## [TASK DESCRIPTION]
Every entry gets copied exactly. No images go into the copy.

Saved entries
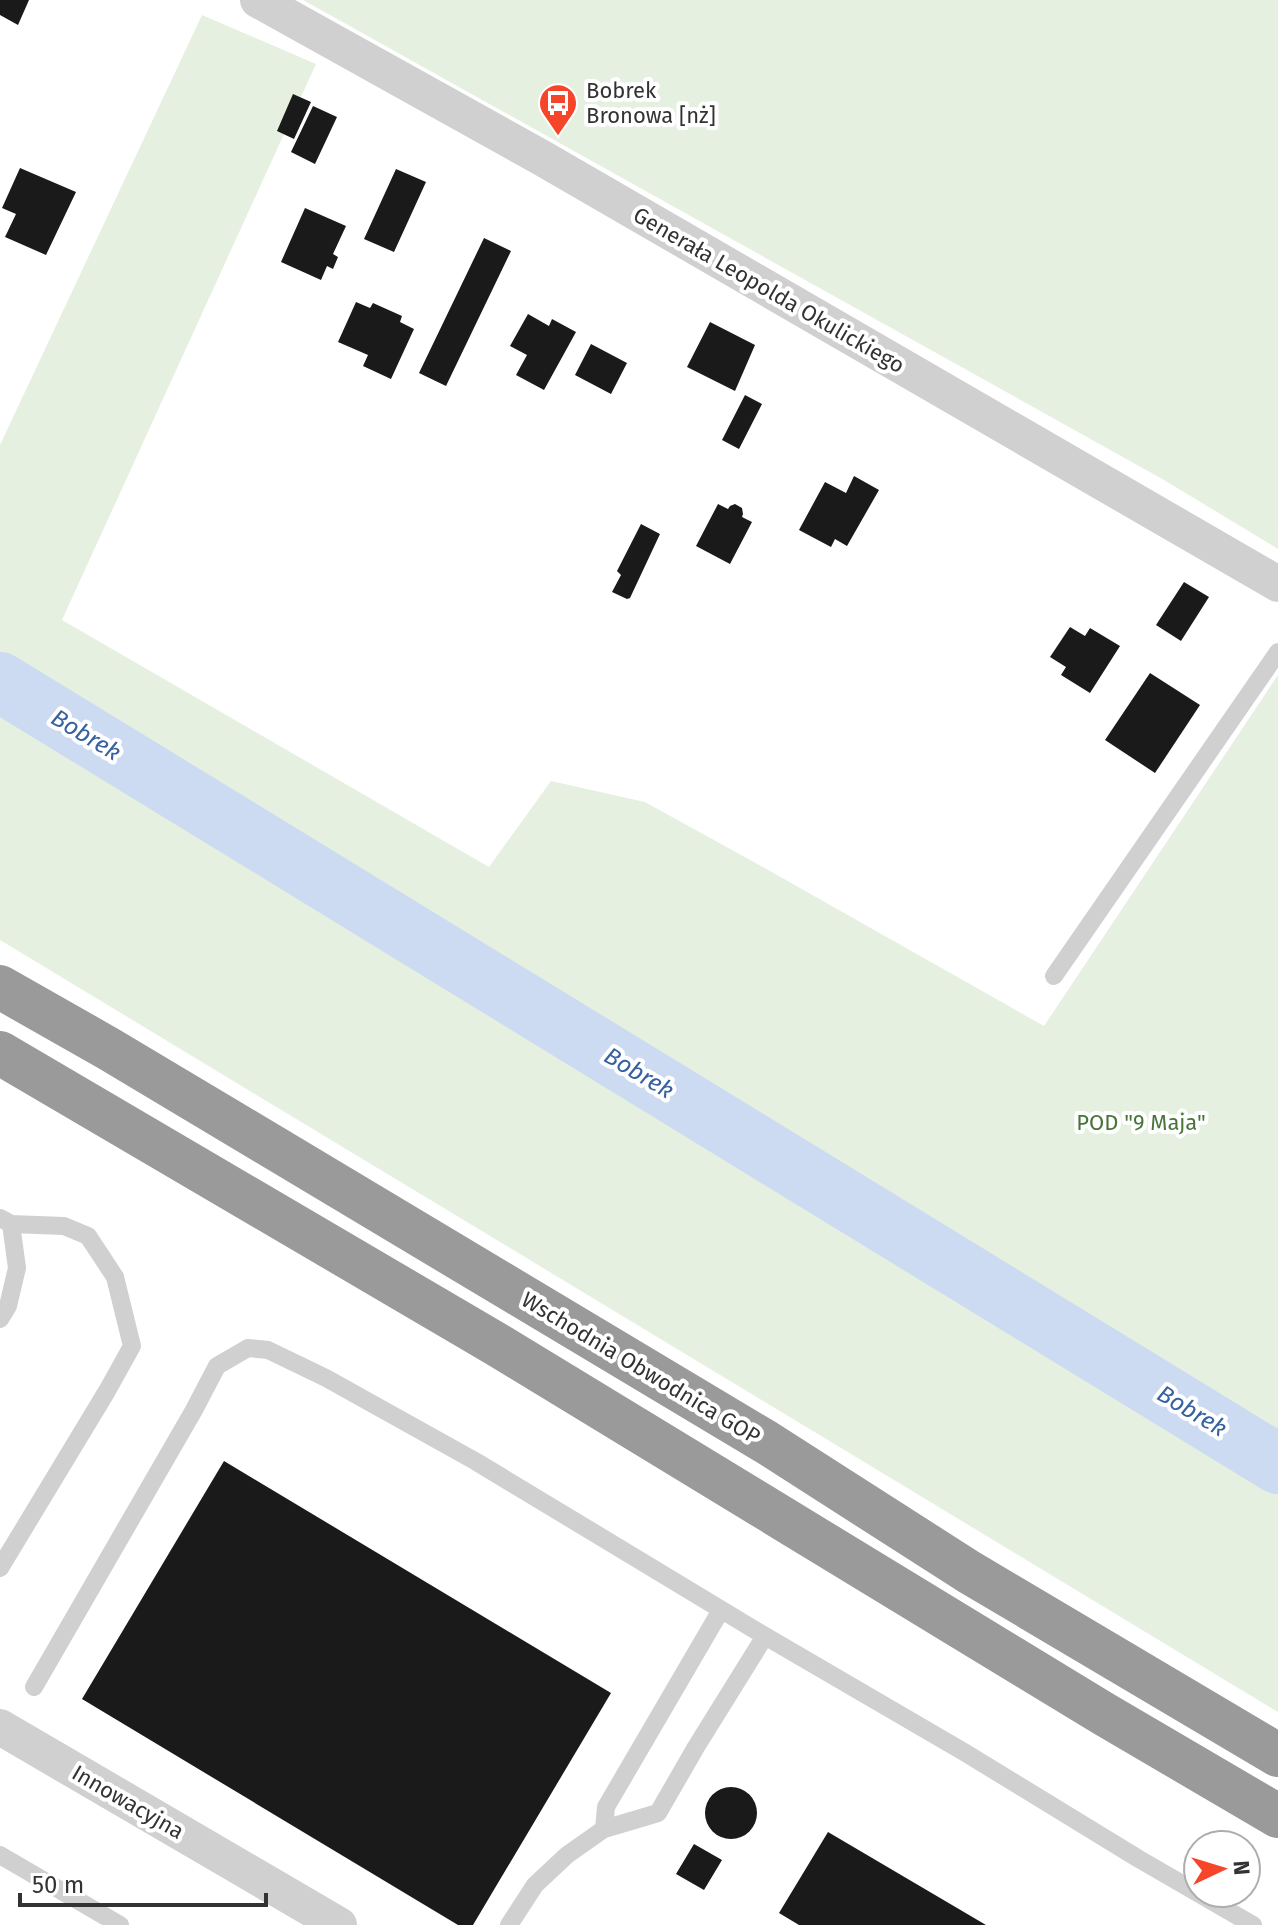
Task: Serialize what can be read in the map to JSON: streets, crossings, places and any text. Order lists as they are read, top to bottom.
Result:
{
  "streets": {
    "highway": ["Wschodnia Obwodnica GOP"],
    "street": ["Generała Leopolda Okulickiego", "Innowacyjna"]
  },
  "water": ["Bobrek"],
  "parks": ["POD \"9 Maja\""],
  "places": {
    "bus stop": ["Bobrek Bronowa [nż]"]
  },
  "scale_bar": "50 m",
  "north": "right"
}
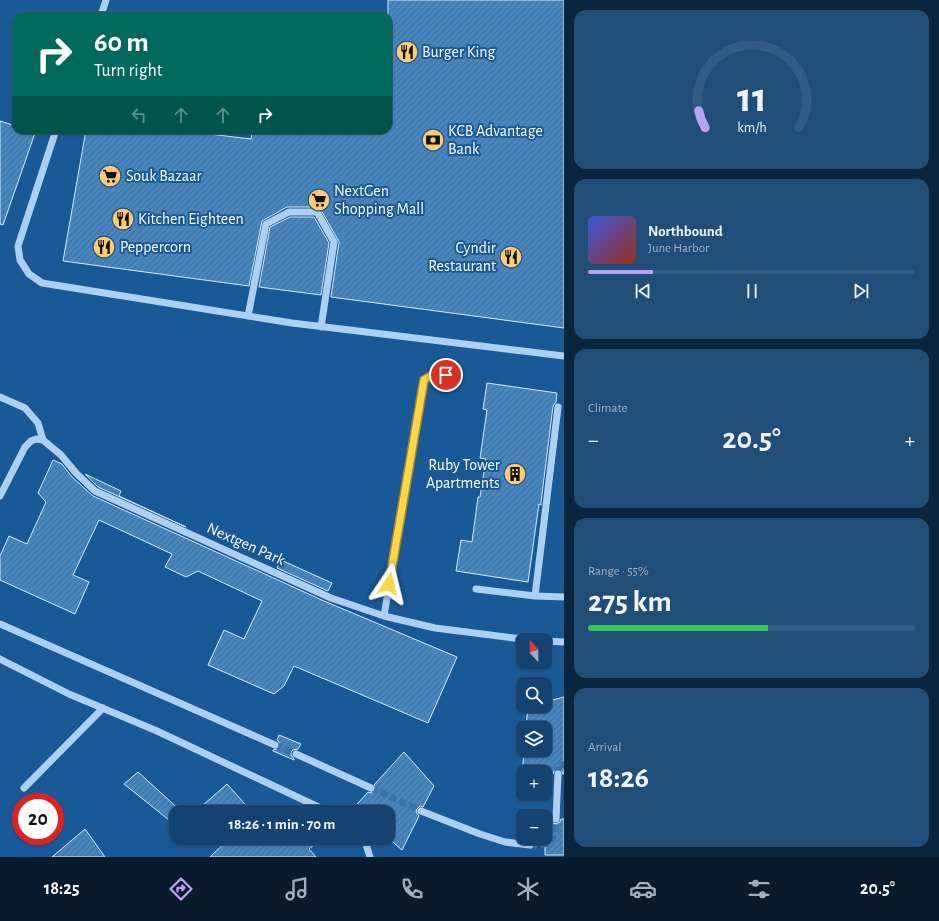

## [WRITTEN RESPONSE]
Task: Serialize what can be read in the map to JSON: streets, crossings, places and any text. Order lists as they are read, top to bottom.
Result:
{
  "streets": {
    "highway": ["Wschodnia Obwodnica GOP"],
    "street": ["Generała Leopolda Okulickiego", "Innowacyjna"]
  },
  "water": ["Bobrek"],
  "parks": ["POD \"9 Maja\""],
  "places": {
    "bus stop": ["Bobrek Bronowa [nż]"]
  },
  "scale_bar": "50 m",
  "north": "right"
}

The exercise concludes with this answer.